Reproduce the records below exactly; the images should not appear.

*** Opening Dataset entries ***

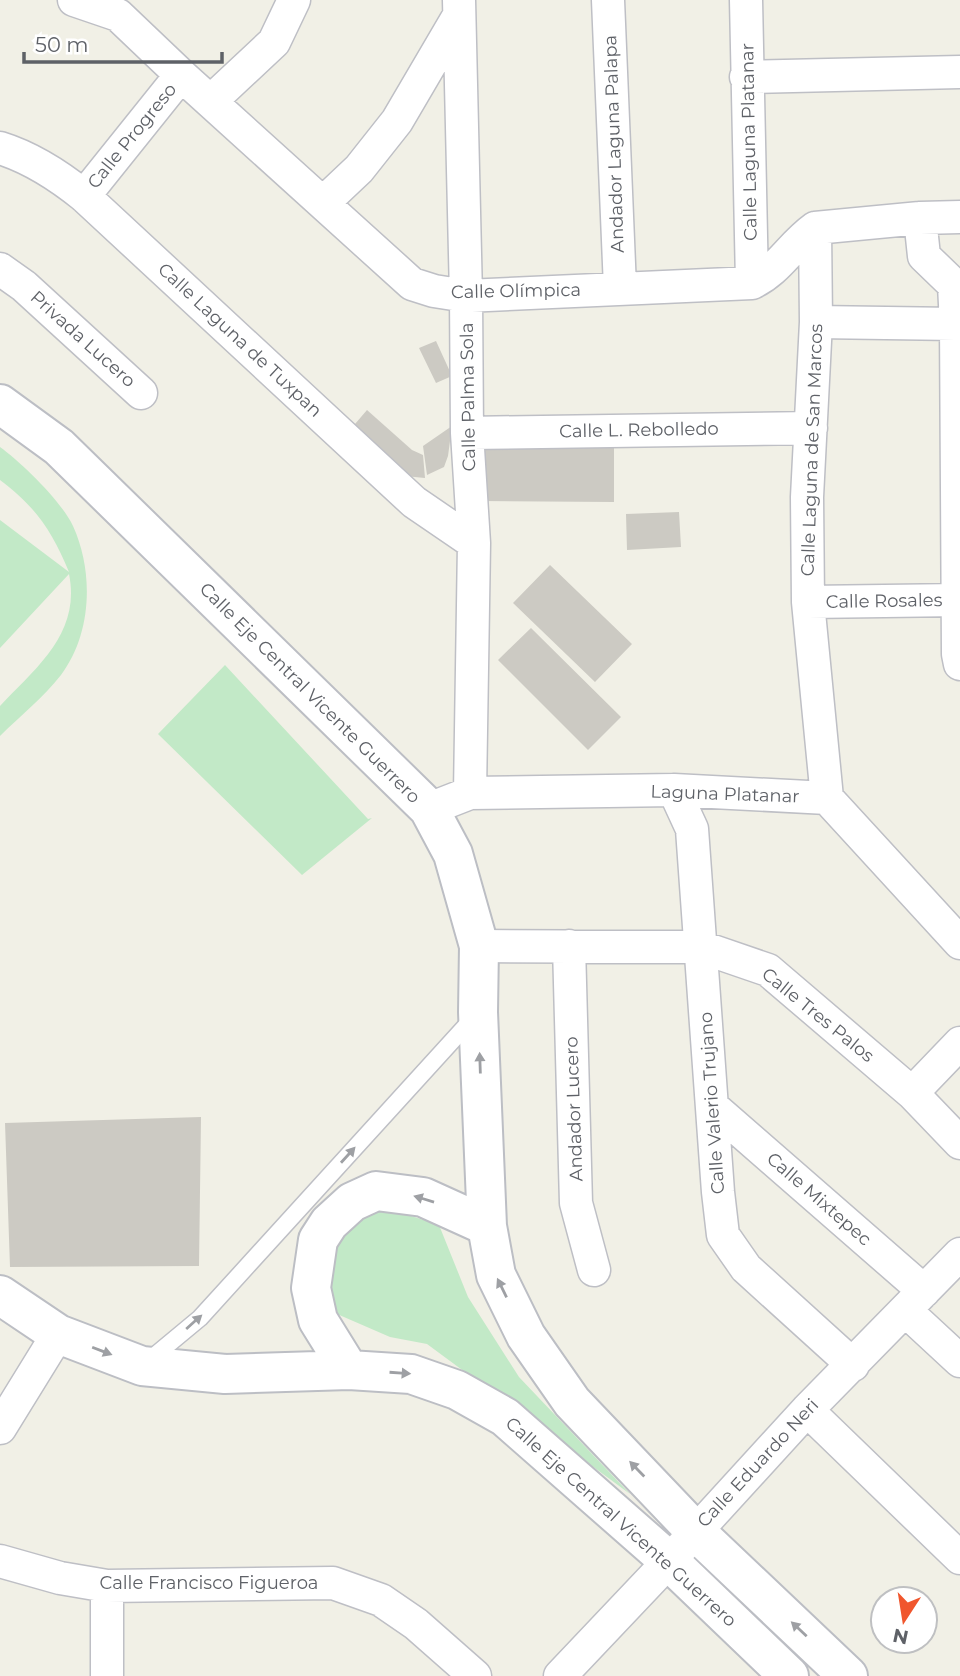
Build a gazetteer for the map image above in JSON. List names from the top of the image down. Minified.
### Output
{"streets":{"main road":["Calle Eje Central Vicente Guerrero"],"street":["Calle Progreso","Calle Laguna Platanar","Andador Laguna Palapa","Calle Olímpica","Privada Lucero","Calle Laguna de Tuxpan","Calle Palma Sola","Calle L. Rebolledo","Calle Laguna de San Marcos","Calle Rosales","Laguna Platanar","Calle Tres Palos","Calle Valerio Trujano","Andador Lucero","Calle Mixtepec","Calle Eduardo Neri","Calle Francisco Figueroa"]},"crossings":[["Calle Progreso","Calle Olímpica"],["Calle Progreso","Calle Laguna de Tuxpan"],["Calle Laguna Platanar","Calle Olímpica"],["Andador Laguna Palapa","Calle Olímpica"],["Calle Olímpica","Calle Palma Sola"],["Calle Laguna de Tuxpan","Calle Palma Sola"],["Calle Palma Sola","Calle L. Rebolledo"],["Calle Palma Sola","Laguna Platanar"],["Calle L. Rebolledo","Calle Laguna de San Marcos"],["Calle Laguna de San Marcos","Calle Rosales"],["Calle Laguna de San Marcos","Laguna Platanar"],["Calle Eje Central Vicente Guerrero","Laguna Platanar"],["Calle Eje Central Vicente Guerrero","Calle Tres Palos"],["Calle Eje Central Vicente Guerrero","Calle Eduardo Neri"],["Laguna Platanar","Calle Valerio Trujano"],["Calle Tres Palos","Calle Valerio Trujano"],["Calle Tres Palos","Andador Lucero"],["Calle Valerio Trujano","Calle Mixtepec"],["Calle Valerio Trujano","Calle Eduardo Neri"],["Calle Mixtepec","Calle Eduardo Neri"]],"scale_bar":"50 m","north":"bottom"}
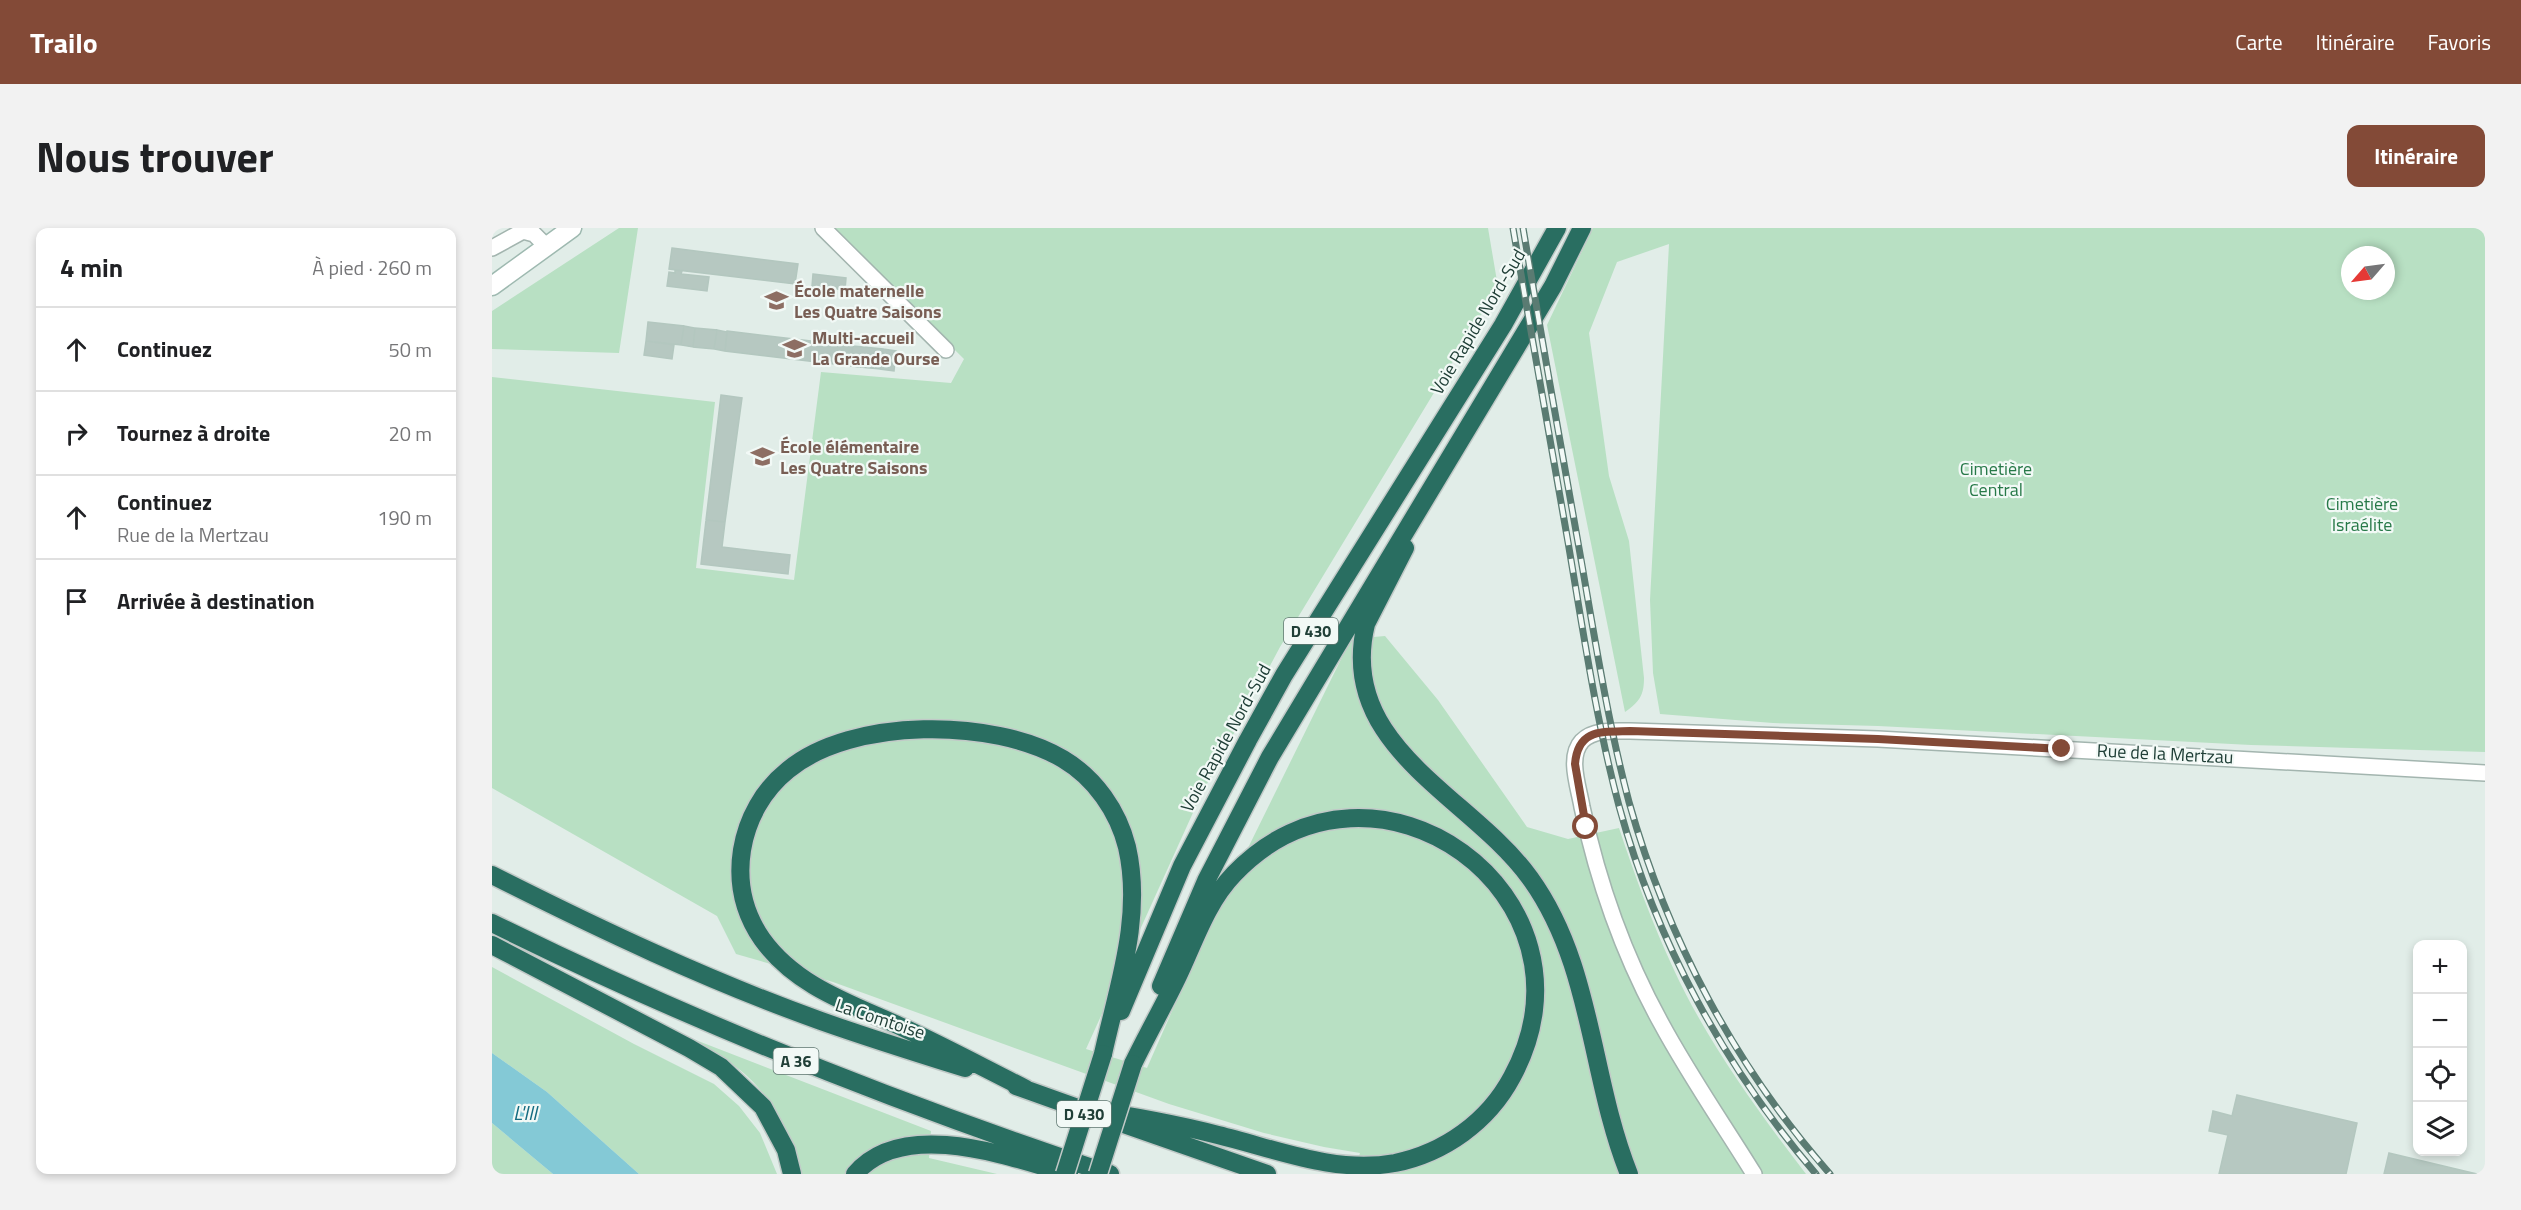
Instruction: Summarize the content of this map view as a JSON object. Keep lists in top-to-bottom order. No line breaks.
{"streets":{"highway":["Voie Rapide Nord-Sud","D 430","La Comtoise","A 36"],"street":["Rue de la Mertzau"]},"water":["L'Ill"],"parks":["Cimetière Central","Cimetière Israélite"],"places":{"school or university":["École maternelle Les Quatre Saisons","Multi-accueil La Grande Ourse","École élémentaire Les Quatre Saisons"]},"north":"bottom left","page":{"header":"Trailo","nav":["Carte","Itinéraire","Favoris"],"title":"Nous trouver","buttons":"Itinéraire","heading":["4 min","À pied · 260 m"],"list":[["Continuez","50 m"],["Tournez à droite","20 m"],["Continuez","Rue de la Mertzau","190 m"],"Arrivée à destination"],"map_buttons":["+","−"]}}
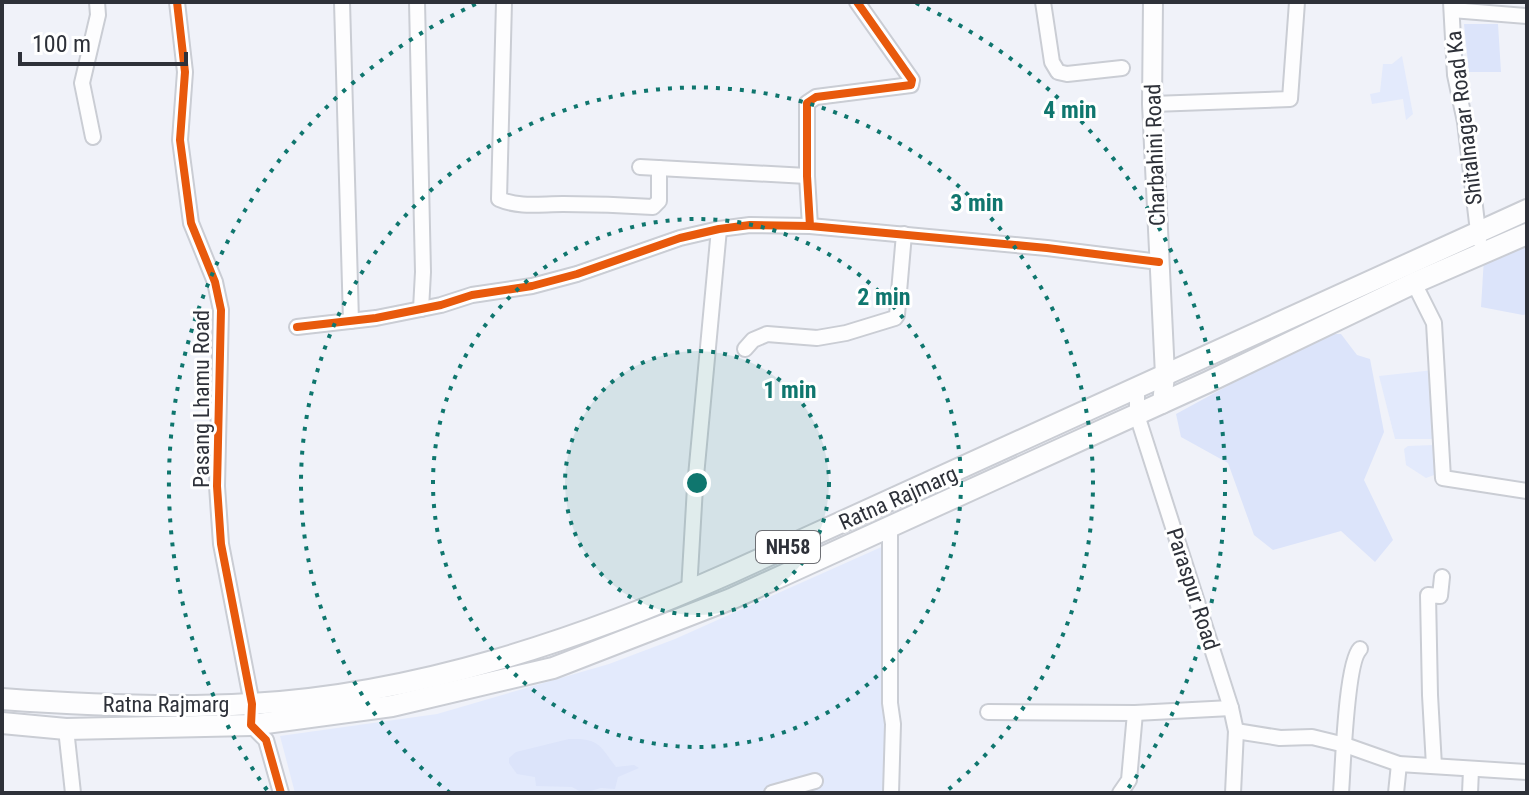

*** Closing Dataset entries ***

Result of the task
Build a gazetteer for the map image above in JSON. List names from the top of the image down. Minified.
### Output
{"streets":{"main road":["Calle Eje Central Vicente Guerrero"],"street":["Calle Progreso","Calle Laguna Platanar","Andador Laguna Palapa","Calle Olímpica","Privada Lucero","Calle Laguna de Tuxpan","Calle Palma Sola","Calle L. Rebolledo","Calle Laguna de San Marcos","Calle Rosales","Laguna Platanar","Calle Tres Palos","Calle Valerio Trujano","Andador Lucero","Calle Mixtepec","Calle Eduardo Neri","Calle Francisco Figueroa"]},"crossings":[["Calle Progreso","Calle Olímpica"],["Calle Progreso","Calle Laguna de Tuxpan"],["Calle Laguna Platanar","Calle Olímpica"],["Andador Laguna Palapa","Calle Olímpica"],["Calle Olímpica","Calle Palma Sola"],["Calle Laguna de Tuxpan","Calle Palma Sola"],["Calle Palma Sola","Calle L. Rebolledo"],["Calle Palma Sola","Laguna Platanar"],["Calle L. Rebolledo","Calle Laguna de San Marcos"],["Calle Laguna de San Marcos","Calle Rosales"],["Calle Laguna de San Marcos","Laguna Platanar"],["Calle Eje Central Vicente Guerrero","Laguna Platanar"],["Calle Eje Central Vicente Guerrero","Calle Tres Palos"],["Calle Eje Central Vicente Guerrero","Calle Eduardo Neri"],["Laguna Platanar","Calle Valerio Trujano"],["Calle Tres Palos","Calle Valerio Trujano"],["Calle Tres Palos","Andador Lucero"],["Calle Valerio Trujano","Calle Mixtepec"],["Calle Valerio Trujano","Calle Eduardo Neri"],["Calle Mixtepec","Calle Eduardo Neri"]],"scale_bar":"50 m","north":"bottom"}
Instruction: Summarize the content of this map view as a JSON object. Keep lists in top-to-bottom order. No line breaks.
{"streets":{"highway":["Voie Rapide Nord-Sud","D 430","La Comtoise","A 36"],"street":["Rue de la Mertzau"]},"water":["L'Ill"],"parks":["Cimetière Central","Cimetière Israélite"],"places":{"school or university":["École maternelle Les Quatre Saisons","Multi-accueil La Grande Ourse","École élémentaire Les Quatre Saisons"]},"north":"bottom left","page":{"header":"Trailo","nav":["Carte","Itinéraire","Favoris"],"title":"Nous trouver","buttons":"Itinéraire","heading":["4 min","À pied · 260 m"],"list":[["Continuez","50 m"],["Tournez à droite","20 m"],["Continuez","Rue de la Mertzau","190 m"],"Arrivée à destination"],"map_buttons":["+","−"]}}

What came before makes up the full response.